Fast Sampling via Discrete Non-Markov Diffusion Models with Predetermined Transition Time
Zixiang Chen, Huizhuo Yuan, Yongqian Li, Yiwen Kou, Junkai Zhang, Quanquan Gu
TL;DR
Problem: slow sampling in discrete diffusion models limits practical use for text generation and machine translation. Approach: discrete non-Markov diffusion model with a predetermined transition-time set that enables training-free, deterministic reverse sampling, plus a continuous-time infinite-step variant DNDM-C. Contributions: (i) a theoretically grounded DNDM that preserves q(x_t) and q(x0|x_t) and reduces neural evaluations, (ii) an accelerated reverse sampler with NFE ~ |T|, (iii) the infinite-step sampling insight bridging discrete and continuous-time diffusion, and (iv) extensive language generation experiments showing large speedups with competitive quality. Impact: enables fast discrete diffusion for NLP tasks and provides a unified framework for discrete-transition-time sampling; future work extends to audio/image.
Abstract
Discrete diffusion models have emerged as powerful tools for high-quality data generation. Despite their success in discrete spaces, such as text generation tasks, the acceleration of discrete diffusion models remains under-explored. In this paper, we propose discrete non-Markov diffusion models (DNDM), which naturally induce the predetermined transition time set. This enables a training-free sampling algorithm that significantly reduces the number of function evaluations (i.e., calls to the neural network), making the sampling process much faster.

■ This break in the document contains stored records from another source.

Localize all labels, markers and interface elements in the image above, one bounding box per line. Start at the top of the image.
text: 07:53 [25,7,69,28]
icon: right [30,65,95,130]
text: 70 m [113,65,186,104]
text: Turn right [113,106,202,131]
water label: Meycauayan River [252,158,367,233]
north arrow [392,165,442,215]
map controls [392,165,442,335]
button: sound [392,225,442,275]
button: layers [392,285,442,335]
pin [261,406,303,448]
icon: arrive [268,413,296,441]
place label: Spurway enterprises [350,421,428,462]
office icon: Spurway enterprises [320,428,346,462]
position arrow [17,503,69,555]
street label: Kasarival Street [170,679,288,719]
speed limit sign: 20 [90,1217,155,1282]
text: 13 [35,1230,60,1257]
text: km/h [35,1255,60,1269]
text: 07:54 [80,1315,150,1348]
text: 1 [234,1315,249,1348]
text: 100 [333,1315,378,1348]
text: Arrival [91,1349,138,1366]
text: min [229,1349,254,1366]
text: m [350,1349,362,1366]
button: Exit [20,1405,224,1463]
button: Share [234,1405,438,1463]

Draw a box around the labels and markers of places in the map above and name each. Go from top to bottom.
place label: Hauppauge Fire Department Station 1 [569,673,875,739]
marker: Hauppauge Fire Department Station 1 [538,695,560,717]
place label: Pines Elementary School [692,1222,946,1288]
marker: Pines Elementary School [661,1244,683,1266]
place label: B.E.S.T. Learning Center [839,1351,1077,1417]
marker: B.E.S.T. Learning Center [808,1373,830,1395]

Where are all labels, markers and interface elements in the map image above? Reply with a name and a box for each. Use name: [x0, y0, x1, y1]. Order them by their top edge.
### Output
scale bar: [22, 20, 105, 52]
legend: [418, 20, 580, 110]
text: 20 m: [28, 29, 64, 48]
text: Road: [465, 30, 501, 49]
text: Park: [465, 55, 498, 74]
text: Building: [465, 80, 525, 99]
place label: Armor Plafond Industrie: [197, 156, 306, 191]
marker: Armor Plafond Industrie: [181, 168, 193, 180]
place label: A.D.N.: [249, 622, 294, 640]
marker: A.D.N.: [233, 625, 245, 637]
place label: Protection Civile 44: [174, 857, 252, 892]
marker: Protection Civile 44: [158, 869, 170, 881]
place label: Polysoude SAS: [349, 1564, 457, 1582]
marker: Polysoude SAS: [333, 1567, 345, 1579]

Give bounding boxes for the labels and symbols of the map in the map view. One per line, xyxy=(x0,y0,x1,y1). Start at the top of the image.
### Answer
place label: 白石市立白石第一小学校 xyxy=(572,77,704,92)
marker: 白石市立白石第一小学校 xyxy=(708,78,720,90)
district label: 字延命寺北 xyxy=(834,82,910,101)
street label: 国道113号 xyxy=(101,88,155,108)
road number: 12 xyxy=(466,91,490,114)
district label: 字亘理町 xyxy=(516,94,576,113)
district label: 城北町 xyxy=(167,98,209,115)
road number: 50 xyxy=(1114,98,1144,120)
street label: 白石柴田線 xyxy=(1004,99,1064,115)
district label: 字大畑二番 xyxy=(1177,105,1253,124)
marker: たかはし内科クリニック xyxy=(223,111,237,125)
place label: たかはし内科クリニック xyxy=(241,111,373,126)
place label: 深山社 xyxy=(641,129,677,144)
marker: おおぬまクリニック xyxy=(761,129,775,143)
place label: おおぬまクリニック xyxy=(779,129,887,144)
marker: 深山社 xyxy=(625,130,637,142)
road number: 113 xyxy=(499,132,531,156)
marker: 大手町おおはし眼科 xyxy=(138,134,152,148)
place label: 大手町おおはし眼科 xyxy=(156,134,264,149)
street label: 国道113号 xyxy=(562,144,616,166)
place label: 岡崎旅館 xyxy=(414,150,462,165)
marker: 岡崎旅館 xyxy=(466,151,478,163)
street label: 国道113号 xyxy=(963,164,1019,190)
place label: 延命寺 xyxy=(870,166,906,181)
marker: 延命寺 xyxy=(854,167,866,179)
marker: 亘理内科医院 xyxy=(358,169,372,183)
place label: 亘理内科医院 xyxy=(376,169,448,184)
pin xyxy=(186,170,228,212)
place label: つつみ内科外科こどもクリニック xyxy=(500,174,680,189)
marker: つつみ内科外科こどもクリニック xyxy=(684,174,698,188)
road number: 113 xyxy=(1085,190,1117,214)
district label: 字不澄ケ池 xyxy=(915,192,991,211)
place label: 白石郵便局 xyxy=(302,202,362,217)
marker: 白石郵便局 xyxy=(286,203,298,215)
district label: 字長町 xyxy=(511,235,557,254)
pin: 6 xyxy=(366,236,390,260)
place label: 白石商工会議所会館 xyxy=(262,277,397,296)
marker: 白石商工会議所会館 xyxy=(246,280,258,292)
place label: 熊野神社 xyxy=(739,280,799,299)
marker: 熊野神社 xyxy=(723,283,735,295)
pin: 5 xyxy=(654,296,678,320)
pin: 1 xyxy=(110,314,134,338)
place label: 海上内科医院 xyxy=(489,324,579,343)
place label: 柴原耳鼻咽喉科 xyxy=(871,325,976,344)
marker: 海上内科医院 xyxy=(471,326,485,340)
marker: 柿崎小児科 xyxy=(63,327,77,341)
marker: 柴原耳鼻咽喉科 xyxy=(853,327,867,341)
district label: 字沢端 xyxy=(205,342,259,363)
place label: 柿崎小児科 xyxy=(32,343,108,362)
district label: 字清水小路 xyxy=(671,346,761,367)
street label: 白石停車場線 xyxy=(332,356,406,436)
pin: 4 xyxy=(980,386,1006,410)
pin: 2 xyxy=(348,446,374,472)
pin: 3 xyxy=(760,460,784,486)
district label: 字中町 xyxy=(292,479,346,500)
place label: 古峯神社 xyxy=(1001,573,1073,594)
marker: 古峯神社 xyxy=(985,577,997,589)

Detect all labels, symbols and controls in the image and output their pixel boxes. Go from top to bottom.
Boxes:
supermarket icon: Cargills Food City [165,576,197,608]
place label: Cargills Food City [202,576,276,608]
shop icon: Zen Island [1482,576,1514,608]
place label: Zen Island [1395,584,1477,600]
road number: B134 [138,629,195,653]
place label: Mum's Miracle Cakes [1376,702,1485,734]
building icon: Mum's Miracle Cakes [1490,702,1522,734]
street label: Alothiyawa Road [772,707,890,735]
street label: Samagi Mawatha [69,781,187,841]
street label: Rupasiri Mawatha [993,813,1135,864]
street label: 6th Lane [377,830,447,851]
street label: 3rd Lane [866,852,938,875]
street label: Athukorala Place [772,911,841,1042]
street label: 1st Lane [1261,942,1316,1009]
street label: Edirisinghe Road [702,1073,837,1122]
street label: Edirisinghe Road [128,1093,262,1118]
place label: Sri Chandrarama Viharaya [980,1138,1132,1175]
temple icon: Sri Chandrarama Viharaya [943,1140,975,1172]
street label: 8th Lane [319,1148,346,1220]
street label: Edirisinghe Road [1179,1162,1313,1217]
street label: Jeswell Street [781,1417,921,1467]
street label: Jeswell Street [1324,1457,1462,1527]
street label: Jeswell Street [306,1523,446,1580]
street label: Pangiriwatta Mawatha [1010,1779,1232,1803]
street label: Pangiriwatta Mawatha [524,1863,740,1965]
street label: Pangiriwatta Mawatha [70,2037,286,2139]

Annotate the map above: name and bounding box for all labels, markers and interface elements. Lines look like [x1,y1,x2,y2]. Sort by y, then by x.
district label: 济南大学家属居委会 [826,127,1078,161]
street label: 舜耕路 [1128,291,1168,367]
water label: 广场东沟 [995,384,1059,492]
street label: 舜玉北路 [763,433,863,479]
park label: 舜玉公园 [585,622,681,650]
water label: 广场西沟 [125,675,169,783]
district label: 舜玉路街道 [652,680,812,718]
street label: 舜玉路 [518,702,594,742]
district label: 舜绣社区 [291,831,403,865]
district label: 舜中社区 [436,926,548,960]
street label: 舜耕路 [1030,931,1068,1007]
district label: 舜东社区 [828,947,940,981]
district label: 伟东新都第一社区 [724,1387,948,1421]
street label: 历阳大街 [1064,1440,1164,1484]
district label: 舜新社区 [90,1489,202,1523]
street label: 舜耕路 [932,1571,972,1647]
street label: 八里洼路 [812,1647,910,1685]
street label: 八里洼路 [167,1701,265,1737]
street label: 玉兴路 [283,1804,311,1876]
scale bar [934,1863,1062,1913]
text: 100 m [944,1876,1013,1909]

Furthermore, we study the transition from finite to infinite step sampling, offering new insights into bridging the gap between discrete and continuous-time processes for discrete diffusion models. Extensive experiments on natural language generation and machine translation tasks demonstrate the superior performance of our method in terms of both generation speed and sample quality compared to existing methods for discrete diffusion models.